**RECORDS SUPPLIED:**
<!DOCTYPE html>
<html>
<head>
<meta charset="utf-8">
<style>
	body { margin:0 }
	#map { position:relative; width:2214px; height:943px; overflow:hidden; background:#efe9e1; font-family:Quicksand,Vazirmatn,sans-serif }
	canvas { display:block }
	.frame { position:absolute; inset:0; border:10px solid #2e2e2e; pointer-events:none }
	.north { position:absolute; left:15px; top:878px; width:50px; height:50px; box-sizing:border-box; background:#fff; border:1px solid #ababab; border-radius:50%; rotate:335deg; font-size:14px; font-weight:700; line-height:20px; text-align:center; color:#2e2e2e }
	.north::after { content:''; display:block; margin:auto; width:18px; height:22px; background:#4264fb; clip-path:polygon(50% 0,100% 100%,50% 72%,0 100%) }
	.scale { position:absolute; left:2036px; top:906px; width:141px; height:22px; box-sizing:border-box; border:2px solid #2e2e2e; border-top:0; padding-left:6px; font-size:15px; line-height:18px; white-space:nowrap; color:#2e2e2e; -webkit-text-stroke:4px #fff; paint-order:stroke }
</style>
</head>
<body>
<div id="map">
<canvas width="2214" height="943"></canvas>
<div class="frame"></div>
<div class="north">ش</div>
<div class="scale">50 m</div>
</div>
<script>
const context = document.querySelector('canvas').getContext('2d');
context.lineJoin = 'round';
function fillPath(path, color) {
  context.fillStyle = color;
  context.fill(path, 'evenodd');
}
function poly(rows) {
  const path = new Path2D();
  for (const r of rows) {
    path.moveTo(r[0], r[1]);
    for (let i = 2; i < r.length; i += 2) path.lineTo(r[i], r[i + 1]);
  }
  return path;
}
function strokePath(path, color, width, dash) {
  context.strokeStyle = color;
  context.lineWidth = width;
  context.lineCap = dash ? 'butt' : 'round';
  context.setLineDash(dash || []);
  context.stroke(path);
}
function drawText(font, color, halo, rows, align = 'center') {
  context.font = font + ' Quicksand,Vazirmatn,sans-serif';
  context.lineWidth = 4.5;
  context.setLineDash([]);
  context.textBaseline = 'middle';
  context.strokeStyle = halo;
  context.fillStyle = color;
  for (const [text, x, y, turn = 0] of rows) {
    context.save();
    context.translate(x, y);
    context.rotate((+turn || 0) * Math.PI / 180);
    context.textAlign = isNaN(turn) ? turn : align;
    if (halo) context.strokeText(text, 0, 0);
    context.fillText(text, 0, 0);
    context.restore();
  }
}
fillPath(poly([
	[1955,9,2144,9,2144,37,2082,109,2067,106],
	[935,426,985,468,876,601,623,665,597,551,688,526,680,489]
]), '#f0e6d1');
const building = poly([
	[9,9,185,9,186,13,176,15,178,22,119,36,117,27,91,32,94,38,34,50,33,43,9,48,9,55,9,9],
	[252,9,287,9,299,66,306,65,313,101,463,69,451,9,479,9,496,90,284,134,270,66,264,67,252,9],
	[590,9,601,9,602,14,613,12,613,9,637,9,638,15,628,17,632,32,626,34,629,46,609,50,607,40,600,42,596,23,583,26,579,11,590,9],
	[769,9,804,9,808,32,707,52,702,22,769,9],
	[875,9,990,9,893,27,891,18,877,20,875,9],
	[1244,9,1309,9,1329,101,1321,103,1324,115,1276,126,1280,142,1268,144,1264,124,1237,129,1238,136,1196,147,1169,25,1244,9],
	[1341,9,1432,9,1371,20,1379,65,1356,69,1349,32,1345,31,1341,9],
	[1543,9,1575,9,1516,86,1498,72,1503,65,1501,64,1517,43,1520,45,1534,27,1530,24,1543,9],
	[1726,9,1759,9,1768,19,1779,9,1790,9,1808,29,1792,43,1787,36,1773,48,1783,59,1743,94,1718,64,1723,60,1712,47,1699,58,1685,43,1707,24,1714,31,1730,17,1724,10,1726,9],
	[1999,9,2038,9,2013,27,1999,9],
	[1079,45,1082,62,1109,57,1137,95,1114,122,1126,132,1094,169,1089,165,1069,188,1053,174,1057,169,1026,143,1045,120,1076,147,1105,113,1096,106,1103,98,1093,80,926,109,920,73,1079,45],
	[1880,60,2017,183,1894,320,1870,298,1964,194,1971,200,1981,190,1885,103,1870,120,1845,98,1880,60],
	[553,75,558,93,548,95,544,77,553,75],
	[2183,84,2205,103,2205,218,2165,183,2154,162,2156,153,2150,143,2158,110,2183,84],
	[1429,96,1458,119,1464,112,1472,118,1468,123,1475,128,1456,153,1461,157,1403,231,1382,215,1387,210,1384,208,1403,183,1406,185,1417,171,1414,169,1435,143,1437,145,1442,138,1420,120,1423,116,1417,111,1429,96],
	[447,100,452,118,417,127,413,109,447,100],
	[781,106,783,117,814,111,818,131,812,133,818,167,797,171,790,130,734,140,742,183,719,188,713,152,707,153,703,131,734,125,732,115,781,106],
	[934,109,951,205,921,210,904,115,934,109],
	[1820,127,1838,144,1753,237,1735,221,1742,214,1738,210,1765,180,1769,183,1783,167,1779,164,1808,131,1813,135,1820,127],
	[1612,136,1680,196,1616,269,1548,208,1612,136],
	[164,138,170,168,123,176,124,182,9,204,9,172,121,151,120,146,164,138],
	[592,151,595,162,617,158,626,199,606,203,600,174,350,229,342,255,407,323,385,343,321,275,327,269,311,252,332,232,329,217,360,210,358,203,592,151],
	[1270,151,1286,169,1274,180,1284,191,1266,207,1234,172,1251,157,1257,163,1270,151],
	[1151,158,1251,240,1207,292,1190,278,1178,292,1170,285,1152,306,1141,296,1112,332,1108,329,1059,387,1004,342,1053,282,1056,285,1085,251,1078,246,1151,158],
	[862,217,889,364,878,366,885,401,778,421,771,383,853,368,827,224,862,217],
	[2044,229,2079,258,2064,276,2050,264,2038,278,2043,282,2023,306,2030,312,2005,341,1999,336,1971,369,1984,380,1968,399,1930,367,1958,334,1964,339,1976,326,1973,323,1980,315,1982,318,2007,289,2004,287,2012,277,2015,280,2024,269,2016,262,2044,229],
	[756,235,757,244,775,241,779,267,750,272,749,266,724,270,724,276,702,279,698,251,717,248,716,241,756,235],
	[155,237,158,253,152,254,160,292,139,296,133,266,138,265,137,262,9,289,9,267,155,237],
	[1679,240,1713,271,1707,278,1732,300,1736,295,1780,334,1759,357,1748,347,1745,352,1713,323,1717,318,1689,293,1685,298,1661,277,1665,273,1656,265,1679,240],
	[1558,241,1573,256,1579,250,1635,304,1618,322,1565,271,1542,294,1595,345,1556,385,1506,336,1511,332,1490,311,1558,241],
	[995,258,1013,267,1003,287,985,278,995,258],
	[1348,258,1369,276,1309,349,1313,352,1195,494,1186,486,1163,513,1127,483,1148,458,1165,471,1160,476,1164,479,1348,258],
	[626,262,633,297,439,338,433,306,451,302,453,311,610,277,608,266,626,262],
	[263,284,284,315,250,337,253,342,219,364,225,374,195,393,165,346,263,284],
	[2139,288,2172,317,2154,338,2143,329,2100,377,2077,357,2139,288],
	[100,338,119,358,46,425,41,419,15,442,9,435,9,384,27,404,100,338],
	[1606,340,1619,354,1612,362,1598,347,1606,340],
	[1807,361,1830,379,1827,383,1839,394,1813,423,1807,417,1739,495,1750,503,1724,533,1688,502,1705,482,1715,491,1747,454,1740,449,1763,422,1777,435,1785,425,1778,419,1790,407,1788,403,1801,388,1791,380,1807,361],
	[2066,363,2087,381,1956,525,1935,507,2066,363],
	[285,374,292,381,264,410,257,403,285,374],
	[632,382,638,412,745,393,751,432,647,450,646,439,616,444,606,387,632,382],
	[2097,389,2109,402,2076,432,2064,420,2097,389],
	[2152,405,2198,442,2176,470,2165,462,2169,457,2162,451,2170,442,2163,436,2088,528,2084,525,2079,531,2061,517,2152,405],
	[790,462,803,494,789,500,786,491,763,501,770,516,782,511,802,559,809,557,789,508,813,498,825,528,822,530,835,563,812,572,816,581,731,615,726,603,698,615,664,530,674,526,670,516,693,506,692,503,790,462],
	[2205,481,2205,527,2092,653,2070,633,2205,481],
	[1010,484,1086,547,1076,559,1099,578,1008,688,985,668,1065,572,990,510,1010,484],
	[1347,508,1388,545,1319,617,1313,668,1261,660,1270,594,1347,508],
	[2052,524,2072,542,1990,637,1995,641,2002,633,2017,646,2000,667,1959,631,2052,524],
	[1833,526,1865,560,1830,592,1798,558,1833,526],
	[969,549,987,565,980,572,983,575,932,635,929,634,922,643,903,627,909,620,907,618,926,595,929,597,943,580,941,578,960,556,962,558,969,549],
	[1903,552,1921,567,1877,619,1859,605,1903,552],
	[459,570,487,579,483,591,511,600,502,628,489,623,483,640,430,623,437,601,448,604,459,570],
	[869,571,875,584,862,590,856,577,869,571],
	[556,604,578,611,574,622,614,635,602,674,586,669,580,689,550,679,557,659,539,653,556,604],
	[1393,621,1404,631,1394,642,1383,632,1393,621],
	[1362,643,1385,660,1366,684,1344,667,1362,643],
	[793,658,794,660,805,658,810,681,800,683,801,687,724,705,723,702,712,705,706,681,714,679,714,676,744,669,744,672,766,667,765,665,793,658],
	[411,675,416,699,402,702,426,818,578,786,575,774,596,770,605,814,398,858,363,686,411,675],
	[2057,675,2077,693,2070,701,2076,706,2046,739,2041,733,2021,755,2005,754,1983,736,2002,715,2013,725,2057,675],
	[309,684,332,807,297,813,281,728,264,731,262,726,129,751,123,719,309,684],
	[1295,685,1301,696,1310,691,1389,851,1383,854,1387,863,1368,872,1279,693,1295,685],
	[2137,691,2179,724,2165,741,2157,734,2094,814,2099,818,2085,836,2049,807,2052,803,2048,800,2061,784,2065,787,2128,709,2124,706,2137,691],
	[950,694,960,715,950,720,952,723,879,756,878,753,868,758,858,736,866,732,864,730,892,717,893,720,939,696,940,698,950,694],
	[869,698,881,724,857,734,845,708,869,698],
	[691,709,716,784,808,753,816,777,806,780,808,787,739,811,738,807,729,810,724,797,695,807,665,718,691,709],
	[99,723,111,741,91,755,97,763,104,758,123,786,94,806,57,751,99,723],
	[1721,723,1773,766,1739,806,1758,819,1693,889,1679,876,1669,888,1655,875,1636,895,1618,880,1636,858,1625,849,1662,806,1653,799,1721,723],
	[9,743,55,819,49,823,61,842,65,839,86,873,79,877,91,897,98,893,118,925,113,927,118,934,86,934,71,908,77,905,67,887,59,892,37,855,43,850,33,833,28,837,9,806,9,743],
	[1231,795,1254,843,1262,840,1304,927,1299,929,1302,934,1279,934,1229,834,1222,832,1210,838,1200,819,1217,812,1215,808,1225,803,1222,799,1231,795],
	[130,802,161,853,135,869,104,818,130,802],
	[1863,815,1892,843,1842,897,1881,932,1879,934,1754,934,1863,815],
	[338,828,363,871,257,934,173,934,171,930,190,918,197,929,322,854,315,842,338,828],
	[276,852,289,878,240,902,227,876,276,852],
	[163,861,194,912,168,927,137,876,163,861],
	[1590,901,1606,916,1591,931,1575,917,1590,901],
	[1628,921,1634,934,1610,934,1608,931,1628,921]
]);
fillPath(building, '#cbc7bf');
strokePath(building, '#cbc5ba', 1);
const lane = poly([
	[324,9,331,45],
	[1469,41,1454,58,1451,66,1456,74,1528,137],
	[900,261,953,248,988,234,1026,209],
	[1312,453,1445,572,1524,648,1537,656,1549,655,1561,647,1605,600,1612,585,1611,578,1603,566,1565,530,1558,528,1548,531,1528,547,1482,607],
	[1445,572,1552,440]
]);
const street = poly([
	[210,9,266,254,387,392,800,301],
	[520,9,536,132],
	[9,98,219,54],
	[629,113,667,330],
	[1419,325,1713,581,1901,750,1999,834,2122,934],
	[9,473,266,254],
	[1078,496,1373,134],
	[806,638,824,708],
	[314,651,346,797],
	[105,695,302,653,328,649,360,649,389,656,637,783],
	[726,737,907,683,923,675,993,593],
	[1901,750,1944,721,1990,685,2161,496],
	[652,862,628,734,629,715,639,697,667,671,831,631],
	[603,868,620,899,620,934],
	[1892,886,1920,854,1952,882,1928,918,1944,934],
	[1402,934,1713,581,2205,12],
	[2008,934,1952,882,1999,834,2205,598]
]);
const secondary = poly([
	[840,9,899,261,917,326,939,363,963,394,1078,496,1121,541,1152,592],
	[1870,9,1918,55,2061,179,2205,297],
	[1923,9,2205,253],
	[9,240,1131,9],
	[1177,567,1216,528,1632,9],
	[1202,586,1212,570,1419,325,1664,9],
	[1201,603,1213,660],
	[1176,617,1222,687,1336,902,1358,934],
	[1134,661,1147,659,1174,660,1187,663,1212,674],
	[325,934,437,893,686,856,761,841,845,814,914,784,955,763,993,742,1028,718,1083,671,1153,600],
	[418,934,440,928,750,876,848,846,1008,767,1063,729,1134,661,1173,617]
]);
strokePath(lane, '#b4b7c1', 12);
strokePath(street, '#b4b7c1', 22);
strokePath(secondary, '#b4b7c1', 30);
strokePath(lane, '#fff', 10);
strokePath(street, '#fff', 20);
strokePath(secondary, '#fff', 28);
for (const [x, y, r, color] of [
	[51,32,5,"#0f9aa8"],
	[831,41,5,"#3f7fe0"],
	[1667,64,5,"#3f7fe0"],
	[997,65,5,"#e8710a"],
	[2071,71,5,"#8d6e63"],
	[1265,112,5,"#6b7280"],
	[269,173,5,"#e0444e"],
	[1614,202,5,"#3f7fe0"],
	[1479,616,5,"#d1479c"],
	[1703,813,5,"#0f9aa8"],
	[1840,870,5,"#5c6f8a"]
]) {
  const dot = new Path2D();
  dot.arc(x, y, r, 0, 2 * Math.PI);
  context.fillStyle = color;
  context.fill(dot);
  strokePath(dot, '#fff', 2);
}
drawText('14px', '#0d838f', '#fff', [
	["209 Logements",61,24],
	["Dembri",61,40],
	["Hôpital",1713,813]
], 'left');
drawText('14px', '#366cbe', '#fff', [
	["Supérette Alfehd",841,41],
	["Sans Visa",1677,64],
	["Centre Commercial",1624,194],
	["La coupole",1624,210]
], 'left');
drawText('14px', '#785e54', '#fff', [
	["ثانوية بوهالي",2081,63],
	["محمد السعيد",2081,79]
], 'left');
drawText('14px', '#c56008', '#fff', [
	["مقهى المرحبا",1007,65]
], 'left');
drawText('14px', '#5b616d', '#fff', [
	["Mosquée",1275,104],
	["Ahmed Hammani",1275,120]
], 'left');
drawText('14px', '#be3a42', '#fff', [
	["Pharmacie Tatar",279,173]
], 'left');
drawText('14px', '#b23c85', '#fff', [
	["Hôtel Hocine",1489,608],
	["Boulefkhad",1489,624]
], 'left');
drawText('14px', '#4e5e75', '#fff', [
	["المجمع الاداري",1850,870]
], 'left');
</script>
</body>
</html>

**WORK INSTRUCTIONS:** Please copy every line in the entries where "rotate" appears.

**OUTPUT OF THE TASK:**
	.north { position:absolute; left:15px; top:878px; width:50px; height:50px; box-sizing:border-box; background:#fff; border:1px solid #ababab; border-radius:50%; rotate:335deg; font-size:14px; font-weight:700; line-height:20px; text-align:center; color:#2e2e2e }
    context.rotate((+turn || 0) * Math.PI / 180);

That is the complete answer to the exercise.